Trump’s suggestion drew immediate condemnation from anti-abortion conservatives and resistance from Senate Republicans, revealing intraparty fault lines as the GOP attempts to pass health care legislation while defending a narrow House majority ahead of November midterm elections.
President Donald Trump on Tuesday urged House Republicans to show flexibility on the Hyde Amendment — the 50-year budget restriction barring federal money from paying for abortion services — telling lawmakers they needed to bend on the policy to reach a deal on health care subsidies. The remarks came at a House Republican caucus retreat in Washington as Trump pushed his party to resolve a health care crunch heading into the midterm election year.
“You have to be a little flexible” on the Hyde Amendment, Trump told the assembled Republicans. “You gotta be a little flexible. You gotta work something. You gotta use ingenuity.”
The suggestion drew immediate condemnation from anti-abortion conservatives and met resistance from Senate Republicans, exposing intraparty fault lines as the GOP attempts to pass health care legislation while defending a narrow House majority.
The health care context
Trump’s remarks came against the backdrop of a health care crunch his party is under pressure to resolve. Enhanced Affordable Care Act premium subsidies expired Dec. 31, 2025, leaving millions of policyholders facing steep premium increases. Some Democrats have made easing the Hyde restrictions a condition for any new subsidy agreement.
Trump endorsed a GOP proposal to replace the ACA subsidies — which taxpayers typically direct to insurance companies after selecting their policies — with direct payments consumers could use for a range of health care expenses. “Let the money go directly to the people,” he said.

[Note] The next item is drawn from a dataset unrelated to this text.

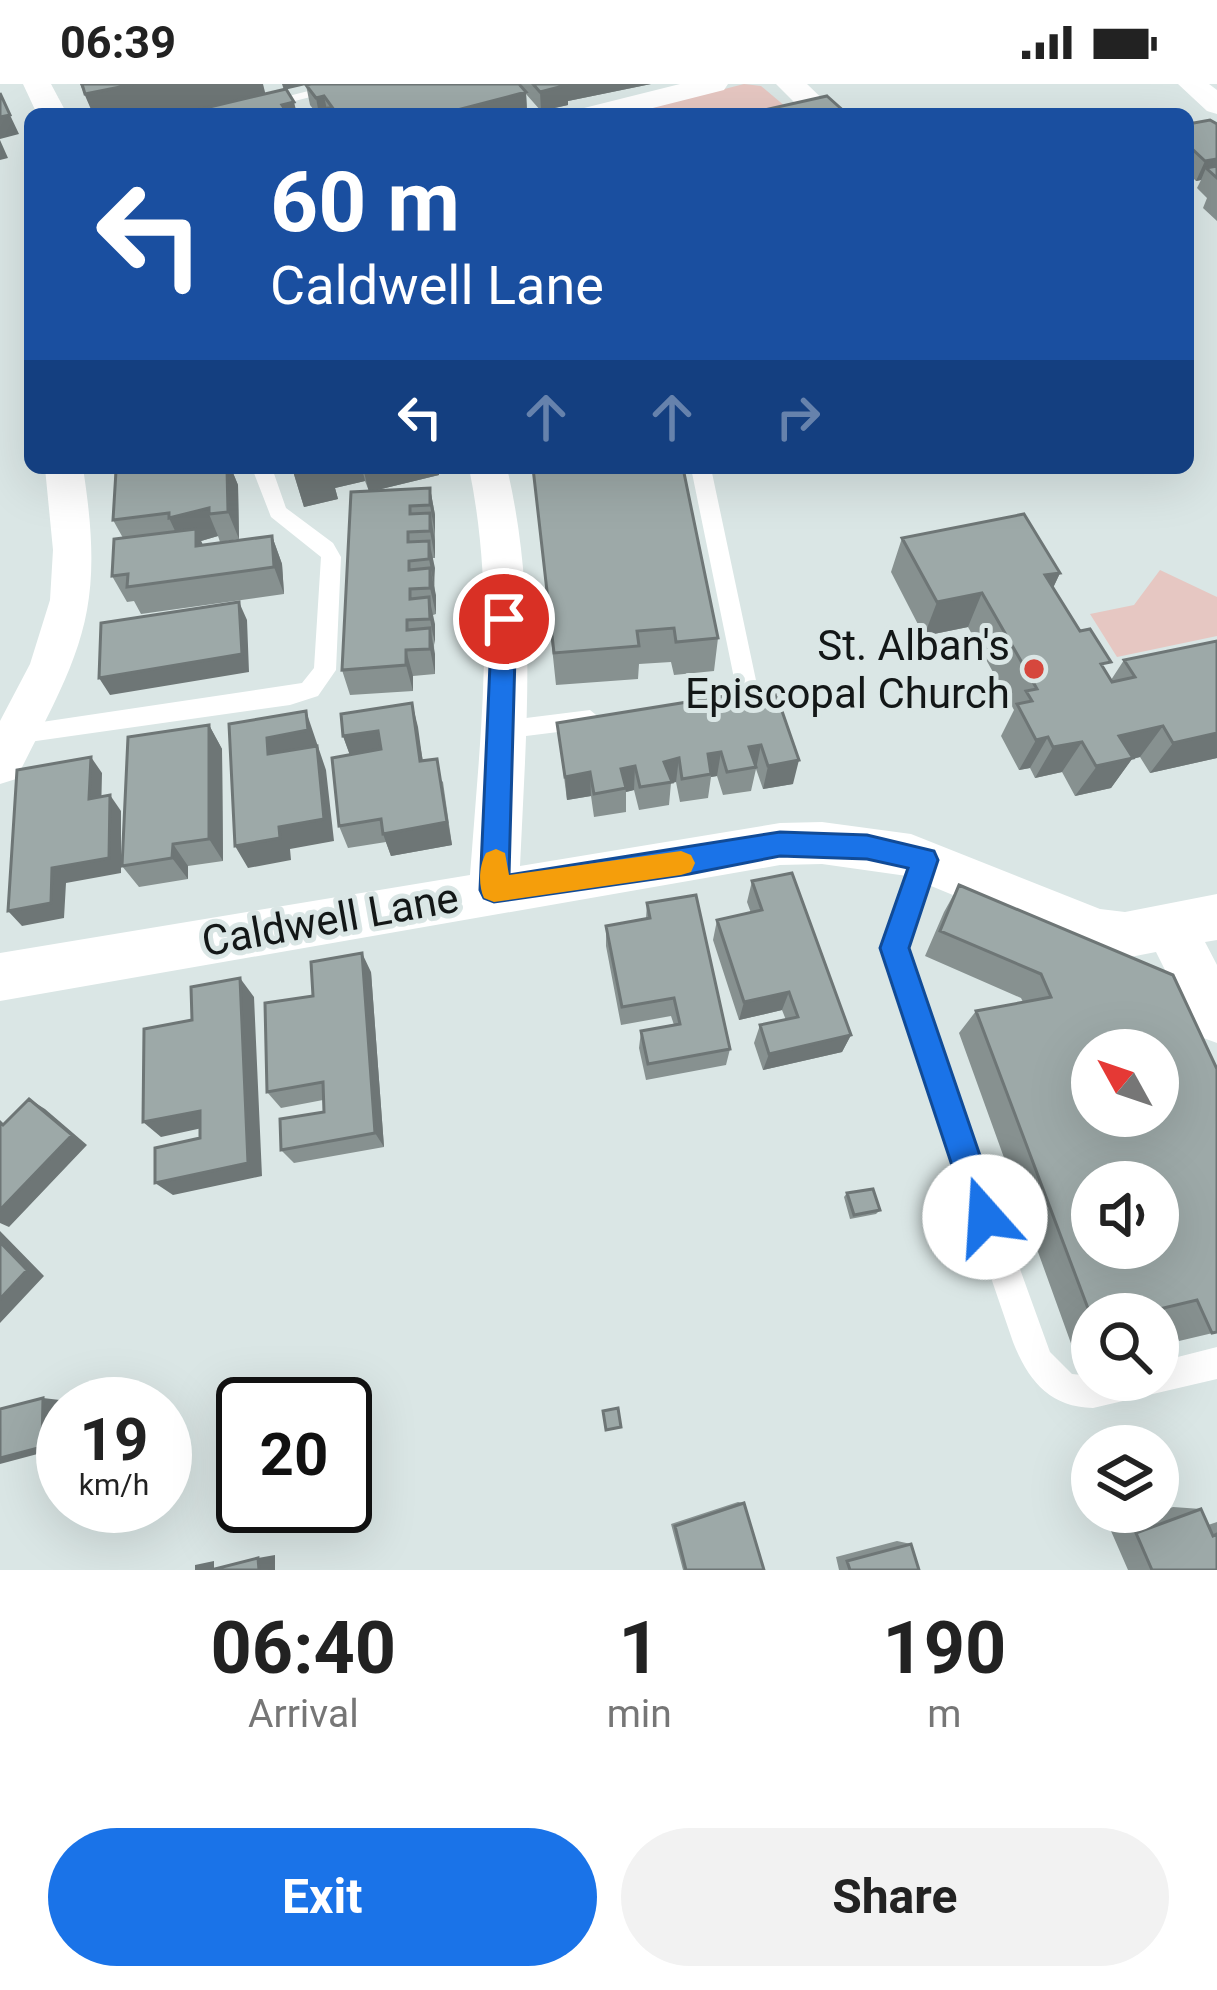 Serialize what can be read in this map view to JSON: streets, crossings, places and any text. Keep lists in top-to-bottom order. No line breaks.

Addressing GOP leaders including Speaker Mike Johnson directly, Trump added: “If you can do that, you’re going to have — this is going to be your issue.”
Senate resistance
Senate Majority Leader John Thune indicated his chamber was not prepared to ease the restriction. Any legislation must ensure “that those dollars aren’t being used to go against the practice that has been in place for the last 50 years,” Thune said Tuesday afternoon.
Conservative backlash
Anti-abortion advocacy groups pushed back sharply. Marjorie Dannenfelser, president of Susan B. Anthony Pro-Life America, warned that accommodating Democrats on Hyde would make Republicans “sure to lose this November.”
“To suggest Republicans should be ‘flexible’ is an abandonment of this decades-long commitment,” Dannenfelser said in a statement. “The voters sent a GOP trifecta to Washington and they expect it to govern like one. Giving in to Democrat demands that our tax dollars are used to fund plans that cover abortion on demand until birth would be a massive betrayal.”
Gavin Oxley of Americans United for Life wrote in an op-ed published this week in The Hill that Republicans must hold firm, headlining his piece “Republicans must hold the line: No Hyde Amendment, no deal on health care.” Oxley argued that if Republicans play their cards right, they “just might earn back enough of their base’s trust to sustain them through the 2026 midterms.”
Background on the Hyde Amendment
The Hyde Amendment, named for the late Rep. Henry Hyde, has been attached to federal spending bills since 1976 — a year after the Supreme Court’s Roe v. Wade decision legalized abortion nationwide. It bars the Medicaid program, the joint federal-state insurer for low-income and disabled Americans, from covering abortions except in cases of rape, incest, or a threat to the woman’s life.
Congress has reauthorized the policy repeatedly through spending legislation. Democrats grew increasingly opposed to the restriction over decades; the shift became most prominent when Joe Biden reversed his longtime support for the ban during the 2020 Democratic presidential primary.
Trump supported abortion rights before entering politics in 2015. He has generally aligned with the anti-abortion wing of the Republican coalition — particularly on Supreme Court appointments that produced the 2022 decision overturning Roe — while displaying a recurring willingness to treat the issue as a negotiating variable. His remarks Tuesday reflect both tendencies.